I'd argue that this makes the article extremely US-centric. When most American lawyers talk about "common law" they talk about judge-made case law because the distinction between English and Roman law traditions is not going to come up in a US court case. However, when people outside the US talk about "common law" they almost invariably mean the common law legal tradition. This is even the case in common law jurisdictions like Hong Kong, where the term "common law" includes English statutory law which remains in effect post-1997. When a lawyer in Pakistan or Hong Kong talks about "common law" they are likely to include statutory things like the Federal Rules of Civil Procedure.
When a French, Chinese, or German lawyer talks about "common law", they aren't talking about "case law" which also exists in France, China, and Germany, but rather about the Anglo-American legal tradition. This is even likely to be true in England, where European integration is a big thing a lawyer that talks about "common law" is likely to be using it to contrast it to "continental law".
Since Wikipedia is supposed to write articles from a global perspective, I'd argue that this makes putting definition one as the first one, since that is the meaning of which people will use pretty much everywhere accept for the United States.
I'll leave the order alone for now, and wait for more comments.
Roadrunner 04:05, 23 March 2007 (UTC)

"The certainty and desirability of common law is the reason you see so many contracts having no contacts with New York or London but that nonetheless opt for the certainty and sophistication of New York or U.K. law - I've NEVER seen a deal choose a civil law choice of law, and I've done several deals involving French and German parties. It's the reason you see all the big international deals run through New York and London, and the offshore offices of U.S. and U.K. law firms, and almost never French or German law and law firms. It's the reason you see offices of U.S. and U.K. firms all over the world, but almost no offices of French, German, Italian or Japanese firms in the U.S."

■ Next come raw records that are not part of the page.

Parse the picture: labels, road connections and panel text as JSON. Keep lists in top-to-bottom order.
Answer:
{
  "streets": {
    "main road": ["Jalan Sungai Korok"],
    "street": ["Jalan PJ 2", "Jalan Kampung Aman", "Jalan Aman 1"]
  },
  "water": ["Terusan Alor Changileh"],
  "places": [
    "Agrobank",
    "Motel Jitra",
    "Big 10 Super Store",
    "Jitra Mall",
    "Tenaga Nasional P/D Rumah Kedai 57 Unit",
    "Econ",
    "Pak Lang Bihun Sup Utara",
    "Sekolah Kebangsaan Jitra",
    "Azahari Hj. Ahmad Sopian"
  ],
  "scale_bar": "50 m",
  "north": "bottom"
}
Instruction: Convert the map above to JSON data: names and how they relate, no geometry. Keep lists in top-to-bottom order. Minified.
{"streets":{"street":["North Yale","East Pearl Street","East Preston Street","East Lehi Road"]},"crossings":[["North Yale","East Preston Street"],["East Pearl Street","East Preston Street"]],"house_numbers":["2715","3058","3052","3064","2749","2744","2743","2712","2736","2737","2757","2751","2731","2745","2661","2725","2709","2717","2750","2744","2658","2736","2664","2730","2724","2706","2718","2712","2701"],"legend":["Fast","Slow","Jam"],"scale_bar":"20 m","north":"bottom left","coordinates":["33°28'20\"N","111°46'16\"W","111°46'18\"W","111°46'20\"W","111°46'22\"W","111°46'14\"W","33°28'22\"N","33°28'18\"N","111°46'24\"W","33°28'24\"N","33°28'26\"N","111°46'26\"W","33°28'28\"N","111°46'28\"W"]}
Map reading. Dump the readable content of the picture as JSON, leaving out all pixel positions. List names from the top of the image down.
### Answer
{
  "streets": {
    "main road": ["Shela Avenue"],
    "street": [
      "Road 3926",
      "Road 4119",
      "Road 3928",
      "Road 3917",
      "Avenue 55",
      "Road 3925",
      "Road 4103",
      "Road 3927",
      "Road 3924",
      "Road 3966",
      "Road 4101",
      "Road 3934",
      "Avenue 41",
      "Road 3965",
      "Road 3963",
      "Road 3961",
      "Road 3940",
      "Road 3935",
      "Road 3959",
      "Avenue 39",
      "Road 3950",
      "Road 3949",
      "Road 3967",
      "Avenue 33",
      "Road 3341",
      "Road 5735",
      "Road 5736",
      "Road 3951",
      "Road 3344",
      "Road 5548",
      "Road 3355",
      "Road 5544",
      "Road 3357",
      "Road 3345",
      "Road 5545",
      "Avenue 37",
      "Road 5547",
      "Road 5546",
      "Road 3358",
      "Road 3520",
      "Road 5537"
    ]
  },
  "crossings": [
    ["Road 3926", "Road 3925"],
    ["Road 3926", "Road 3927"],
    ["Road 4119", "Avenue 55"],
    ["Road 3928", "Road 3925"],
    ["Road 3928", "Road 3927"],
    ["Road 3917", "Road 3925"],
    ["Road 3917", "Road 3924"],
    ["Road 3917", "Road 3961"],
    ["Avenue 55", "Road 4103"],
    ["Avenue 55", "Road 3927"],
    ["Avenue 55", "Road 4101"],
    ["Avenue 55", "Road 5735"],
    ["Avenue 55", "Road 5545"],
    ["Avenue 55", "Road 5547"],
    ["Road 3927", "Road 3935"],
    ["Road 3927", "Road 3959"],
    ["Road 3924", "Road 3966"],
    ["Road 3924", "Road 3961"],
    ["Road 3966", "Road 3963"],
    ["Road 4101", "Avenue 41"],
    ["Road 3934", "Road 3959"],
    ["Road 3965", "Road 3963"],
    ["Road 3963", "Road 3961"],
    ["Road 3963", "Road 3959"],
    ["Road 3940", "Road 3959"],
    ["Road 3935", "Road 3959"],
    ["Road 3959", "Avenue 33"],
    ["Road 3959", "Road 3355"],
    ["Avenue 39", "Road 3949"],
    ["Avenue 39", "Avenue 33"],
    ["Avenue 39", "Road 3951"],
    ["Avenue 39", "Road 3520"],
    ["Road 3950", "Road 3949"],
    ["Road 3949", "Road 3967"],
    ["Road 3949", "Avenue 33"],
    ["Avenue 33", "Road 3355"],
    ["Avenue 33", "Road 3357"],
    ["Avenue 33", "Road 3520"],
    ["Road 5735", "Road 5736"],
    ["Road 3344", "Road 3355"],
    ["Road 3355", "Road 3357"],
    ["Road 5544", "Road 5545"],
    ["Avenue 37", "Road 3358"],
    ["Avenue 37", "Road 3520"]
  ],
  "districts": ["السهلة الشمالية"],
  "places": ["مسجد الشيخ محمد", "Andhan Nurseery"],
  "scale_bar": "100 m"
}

"it's the reason"? It is a reason but there are other reasons: Anglo-centrism and the willingness of other countries other than the US and UK to conduct business in a language other than their own. Along with the prevalence of the English language and its concomitant use as a lingua franca. The establishment of London particularly as a financial centre due to influxes of booty from imperial plunder. Then there's the mafia in the US and its financial influence. They buy lawyers who deal in common law. Like the other big corporations, they can stall punitive legal action by keeping matters in the courts ad inifinitum, while their legal lackeys debate the minutiae of a judgement on a seemingly (and probably) unrelated matter from 1703. The obstacles devised in the US and the UK to the operation of foreign firms without them first making various "concessions".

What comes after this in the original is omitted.